What to work on.
Below are entries; print them exactly from the first line through the one containing "Build a gazetteer for this".

(Dataset entries)
───

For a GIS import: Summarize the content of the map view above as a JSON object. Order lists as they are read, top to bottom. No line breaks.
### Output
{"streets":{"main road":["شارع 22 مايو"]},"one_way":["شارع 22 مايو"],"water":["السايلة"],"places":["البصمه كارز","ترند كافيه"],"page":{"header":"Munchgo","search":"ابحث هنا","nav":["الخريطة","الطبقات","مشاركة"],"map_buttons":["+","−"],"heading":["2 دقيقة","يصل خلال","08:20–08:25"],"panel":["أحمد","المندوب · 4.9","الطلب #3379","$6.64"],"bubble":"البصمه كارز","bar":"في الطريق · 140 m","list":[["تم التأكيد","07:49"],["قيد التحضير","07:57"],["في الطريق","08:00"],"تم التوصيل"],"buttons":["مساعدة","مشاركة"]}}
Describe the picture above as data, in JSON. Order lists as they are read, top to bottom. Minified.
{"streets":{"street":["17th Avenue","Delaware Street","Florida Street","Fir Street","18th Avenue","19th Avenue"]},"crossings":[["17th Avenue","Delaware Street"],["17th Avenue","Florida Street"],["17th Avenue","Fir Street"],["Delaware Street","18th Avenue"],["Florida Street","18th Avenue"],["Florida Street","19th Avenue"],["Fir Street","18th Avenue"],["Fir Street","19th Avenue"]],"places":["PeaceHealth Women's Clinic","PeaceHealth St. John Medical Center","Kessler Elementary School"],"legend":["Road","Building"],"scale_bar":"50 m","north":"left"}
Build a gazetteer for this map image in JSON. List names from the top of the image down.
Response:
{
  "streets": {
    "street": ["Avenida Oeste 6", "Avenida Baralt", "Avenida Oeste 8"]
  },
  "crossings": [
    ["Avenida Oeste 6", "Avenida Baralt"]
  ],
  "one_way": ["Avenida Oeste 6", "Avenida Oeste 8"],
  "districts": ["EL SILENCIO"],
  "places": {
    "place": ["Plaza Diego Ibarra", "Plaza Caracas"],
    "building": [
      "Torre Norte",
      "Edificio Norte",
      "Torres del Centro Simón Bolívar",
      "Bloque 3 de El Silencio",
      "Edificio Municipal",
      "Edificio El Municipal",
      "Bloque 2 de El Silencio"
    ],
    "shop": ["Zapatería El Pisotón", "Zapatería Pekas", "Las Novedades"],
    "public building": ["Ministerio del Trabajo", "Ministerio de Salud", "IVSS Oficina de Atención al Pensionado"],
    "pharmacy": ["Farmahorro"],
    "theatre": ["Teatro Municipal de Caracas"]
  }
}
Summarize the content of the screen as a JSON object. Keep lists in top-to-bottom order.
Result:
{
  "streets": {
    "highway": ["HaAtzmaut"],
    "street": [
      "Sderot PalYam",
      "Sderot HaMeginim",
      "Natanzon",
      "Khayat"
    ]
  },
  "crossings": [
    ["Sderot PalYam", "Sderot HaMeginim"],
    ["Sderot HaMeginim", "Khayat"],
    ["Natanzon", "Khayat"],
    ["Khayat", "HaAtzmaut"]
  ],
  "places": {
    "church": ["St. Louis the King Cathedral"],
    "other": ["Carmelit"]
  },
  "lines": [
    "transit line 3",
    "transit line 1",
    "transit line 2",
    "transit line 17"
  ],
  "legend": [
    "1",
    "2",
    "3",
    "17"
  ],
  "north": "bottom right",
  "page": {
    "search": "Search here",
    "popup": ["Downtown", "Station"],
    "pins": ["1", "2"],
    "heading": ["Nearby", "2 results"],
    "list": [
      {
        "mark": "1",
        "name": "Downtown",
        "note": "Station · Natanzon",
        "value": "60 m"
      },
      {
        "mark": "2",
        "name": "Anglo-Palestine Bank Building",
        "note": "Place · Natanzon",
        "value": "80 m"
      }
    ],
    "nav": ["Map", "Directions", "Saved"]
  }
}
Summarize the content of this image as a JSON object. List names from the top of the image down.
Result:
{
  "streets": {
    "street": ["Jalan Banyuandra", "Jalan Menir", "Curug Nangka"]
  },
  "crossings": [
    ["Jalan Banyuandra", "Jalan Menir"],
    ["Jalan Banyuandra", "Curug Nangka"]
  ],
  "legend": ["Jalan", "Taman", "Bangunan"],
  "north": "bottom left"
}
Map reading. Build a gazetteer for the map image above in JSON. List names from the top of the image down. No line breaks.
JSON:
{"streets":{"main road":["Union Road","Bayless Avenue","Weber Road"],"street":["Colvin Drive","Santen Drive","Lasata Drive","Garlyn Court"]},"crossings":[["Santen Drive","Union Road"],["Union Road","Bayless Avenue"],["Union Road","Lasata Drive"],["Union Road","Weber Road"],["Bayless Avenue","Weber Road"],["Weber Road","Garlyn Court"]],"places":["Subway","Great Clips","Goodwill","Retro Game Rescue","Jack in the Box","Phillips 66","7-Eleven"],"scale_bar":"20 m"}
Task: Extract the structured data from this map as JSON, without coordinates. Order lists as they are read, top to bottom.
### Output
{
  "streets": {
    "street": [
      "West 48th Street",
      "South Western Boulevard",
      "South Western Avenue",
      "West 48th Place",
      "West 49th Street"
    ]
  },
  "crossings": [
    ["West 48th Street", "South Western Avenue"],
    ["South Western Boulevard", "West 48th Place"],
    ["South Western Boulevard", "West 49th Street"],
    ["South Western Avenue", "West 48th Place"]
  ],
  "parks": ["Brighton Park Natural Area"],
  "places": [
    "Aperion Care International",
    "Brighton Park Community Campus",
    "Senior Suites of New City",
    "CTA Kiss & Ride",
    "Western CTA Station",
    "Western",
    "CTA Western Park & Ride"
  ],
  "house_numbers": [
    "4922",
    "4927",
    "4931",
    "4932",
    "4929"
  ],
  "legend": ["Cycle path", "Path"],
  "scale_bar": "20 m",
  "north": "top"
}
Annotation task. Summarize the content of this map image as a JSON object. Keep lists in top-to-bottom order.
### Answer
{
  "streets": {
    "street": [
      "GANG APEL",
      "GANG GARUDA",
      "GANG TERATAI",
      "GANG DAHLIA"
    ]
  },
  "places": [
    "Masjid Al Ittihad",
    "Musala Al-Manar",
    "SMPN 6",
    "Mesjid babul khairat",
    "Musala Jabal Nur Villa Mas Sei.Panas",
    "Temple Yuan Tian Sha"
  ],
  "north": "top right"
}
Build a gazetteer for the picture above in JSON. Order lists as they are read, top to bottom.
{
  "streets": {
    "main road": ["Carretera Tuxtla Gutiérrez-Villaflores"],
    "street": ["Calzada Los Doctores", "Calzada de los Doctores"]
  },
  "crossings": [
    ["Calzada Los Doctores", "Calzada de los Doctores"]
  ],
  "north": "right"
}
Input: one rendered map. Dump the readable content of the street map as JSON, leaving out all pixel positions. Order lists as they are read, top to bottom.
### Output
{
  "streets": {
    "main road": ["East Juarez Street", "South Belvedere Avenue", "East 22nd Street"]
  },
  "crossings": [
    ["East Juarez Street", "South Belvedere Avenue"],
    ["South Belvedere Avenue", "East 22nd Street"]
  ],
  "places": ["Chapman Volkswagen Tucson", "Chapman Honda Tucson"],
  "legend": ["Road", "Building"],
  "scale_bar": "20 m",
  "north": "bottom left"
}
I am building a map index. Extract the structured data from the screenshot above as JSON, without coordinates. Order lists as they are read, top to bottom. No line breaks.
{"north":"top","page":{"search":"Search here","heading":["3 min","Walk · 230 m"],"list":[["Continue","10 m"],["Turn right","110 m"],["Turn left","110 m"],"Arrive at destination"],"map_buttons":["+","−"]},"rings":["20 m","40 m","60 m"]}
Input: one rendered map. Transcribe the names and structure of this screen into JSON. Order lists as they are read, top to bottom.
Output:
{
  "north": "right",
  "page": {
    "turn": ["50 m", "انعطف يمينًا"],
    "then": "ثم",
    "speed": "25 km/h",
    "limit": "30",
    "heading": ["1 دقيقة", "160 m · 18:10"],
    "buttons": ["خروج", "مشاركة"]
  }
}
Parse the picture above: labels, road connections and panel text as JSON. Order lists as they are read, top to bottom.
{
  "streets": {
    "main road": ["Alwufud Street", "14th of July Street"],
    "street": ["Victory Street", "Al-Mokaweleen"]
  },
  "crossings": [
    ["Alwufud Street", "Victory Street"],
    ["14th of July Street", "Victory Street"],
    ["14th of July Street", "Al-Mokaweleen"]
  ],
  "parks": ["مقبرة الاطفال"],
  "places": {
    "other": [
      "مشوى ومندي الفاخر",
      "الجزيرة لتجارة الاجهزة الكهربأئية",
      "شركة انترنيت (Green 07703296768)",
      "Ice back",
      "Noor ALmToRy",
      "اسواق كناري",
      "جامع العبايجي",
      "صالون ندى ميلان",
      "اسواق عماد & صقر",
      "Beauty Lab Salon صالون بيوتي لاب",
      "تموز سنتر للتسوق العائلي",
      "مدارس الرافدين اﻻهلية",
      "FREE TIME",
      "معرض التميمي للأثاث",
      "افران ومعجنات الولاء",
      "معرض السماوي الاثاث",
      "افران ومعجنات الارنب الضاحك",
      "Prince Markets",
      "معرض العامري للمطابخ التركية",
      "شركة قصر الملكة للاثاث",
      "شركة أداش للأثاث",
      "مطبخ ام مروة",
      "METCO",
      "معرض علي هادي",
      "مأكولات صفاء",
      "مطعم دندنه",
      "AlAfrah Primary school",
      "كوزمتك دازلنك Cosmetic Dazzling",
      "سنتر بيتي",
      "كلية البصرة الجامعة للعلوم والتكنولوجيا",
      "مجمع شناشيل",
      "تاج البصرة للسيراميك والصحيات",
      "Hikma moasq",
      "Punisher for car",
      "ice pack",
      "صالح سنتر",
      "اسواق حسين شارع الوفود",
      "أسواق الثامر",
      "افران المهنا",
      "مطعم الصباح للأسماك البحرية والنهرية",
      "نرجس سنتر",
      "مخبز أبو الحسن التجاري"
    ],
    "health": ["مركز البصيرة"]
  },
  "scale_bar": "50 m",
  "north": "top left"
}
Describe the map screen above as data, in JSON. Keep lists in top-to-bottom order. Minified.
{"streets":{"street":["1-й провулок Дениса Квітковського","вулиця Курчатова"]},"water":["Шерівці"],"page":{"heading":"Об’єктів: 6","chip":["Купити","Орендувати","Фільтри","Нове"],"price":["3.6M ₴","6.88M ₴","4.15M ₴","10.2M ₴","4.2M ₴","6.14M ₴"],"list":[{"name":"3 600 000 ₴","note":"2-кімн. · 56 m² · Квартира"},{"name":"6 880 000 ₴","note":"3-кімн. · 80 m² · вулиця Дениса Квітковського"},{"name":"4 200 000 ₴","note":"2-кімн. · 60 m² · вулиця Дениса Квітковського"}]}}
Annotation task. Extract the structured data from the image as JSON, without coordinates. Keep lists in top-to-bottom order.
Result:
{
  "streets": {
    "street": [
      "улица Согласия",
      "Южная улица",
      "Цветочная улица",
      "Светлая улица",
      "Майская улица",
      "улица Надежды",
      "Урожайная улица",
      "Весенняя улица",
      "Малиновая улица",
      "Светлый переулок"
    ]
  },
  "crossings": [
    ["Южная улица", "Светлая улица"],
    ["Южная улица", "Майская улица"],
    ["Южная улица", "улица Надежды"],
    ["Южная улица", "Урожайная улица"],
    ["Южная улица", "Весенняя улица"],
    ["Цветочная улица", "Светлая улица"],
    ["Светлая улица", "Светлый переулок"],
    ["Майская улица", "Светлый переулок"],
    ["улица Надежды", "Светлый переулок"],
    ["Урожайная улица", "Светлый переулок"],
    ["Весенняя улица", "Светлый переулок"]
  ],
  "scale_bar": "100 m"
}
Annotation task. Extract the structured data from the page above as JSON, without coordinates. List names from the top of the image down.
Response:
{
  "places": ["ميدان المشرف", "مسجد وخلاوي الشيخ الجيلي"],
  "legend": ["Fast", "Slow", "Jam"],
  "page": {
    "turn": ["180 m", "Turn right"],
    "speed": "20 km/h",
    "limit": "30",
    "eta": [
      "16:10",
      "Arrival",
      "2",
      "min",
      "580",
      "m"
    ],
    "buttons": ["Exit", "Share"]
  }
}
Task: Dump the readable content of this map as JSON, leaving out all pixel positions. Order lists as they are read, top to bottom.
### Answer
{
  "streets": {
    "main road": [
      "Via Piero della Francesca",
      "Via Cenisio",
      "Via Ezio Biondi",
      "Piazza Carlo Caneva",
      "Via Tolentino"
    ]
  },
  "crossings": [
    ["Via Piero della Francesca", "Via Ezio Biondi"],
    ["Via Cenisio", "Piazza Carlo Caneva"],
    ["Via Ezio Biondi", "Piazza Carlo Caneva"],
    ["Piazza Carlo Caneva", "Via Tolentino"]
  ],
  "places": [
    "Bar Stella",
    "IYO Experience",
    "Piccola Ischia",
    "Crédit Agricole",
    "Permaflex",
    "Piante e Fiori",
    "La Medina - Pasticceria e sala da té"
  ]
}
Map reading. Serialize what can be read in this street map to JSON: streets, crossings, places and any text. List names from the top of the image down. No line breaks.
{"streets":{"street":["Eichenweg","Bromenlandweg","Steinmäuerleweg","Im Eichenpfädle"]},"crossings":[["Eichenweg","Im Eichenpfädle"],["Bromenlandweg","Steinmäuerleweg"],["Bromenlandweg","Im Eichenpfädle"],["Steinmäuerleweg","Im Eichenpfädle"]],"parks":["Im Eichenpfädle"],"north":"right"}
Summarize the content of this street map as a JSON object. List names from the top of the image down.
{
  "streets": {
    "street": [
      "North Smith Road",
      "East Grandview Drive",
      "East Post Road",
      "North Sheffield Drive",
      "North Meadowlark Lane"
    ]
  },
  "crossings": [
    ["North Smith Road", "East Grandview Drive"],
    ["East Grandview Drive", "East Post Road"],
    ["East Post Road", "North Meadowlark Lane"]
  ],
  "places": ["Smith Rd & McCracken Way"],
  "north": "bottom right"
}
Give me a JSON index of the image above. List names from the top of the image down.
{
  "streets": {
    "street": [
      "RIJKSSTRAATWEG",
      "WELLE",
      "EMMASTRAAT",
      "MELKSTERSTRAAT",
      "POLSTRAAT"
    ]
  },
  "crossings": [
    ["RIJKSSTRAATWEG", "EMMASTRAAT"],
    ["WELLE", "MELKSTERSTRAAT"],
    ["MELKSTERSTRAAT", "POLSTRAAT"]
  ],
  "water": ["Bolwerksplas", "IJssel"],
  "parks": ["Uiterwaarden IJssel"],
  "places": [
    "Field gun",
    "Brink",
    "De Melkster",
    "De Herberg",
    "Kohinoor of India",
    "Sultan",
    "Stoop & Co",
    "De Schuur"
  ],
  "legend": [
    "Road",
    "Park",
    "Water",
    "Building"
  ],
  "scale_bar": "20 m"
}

───

Task response.
For a GIS import: Summarize the content of the map view above as a JSON object. Order lists as they are read, top to bottom. No line breaks.
### Output
{"streets":{"main road":["شارع 22 مايو"]},"one_way":["شارع 22 مايو"],"water":["السايلة"],"places":["البصمه كارز","ترند كافيه"],"page":{"header":"Munchgo","search":"ابحث هنا","nav":["الخريطة","الطبقات","مشاركة"],"map_buttons":["+","−"],"heading":["2 دقيقة","يصل خلال","08:20–08:25"],"panel":["أحمد","المندوب · 4.9","الطلب #3379","$6.64"],"bubble":"البصمه كارز","bar":"في الطريق · 140 m","list":[["تم التأكيد","07:49"],["قيد التحضير","07:57"],["في الطريق","08:00"],"تم التوصيل"],"buttons":["مساعدة","مشاركة"]}}
Describe the picture above as data, in JSON. Order lists as they are read, top to bottom. Minified.
{"streets":{"street":["17th Avenue","Delaware Street","Florida Street","Fir Street","18th Avenue","19th Avenue"]},"crossings":[["17th Avenue","Delaware Street"],["17th Avenue","Florida Street"],["17th Avenue","Fir Street"],["Delaware Street","18th Avenue"],["Florida Street","18th Avenue"],["Florida Street","19th Avenue"],["Fir Street","18th Avenue"],["Fir Street","19th Avenue"]],"places":["PeaceHealth Women's Clinic","PeaceHealth St. John Medical Center","Kessler Elementary School"],"legend":["Road","Building"],"scale_bar":"50 m","north":"left"}
Build a gazetteer for this map image in JSON. List names from the top of the image down.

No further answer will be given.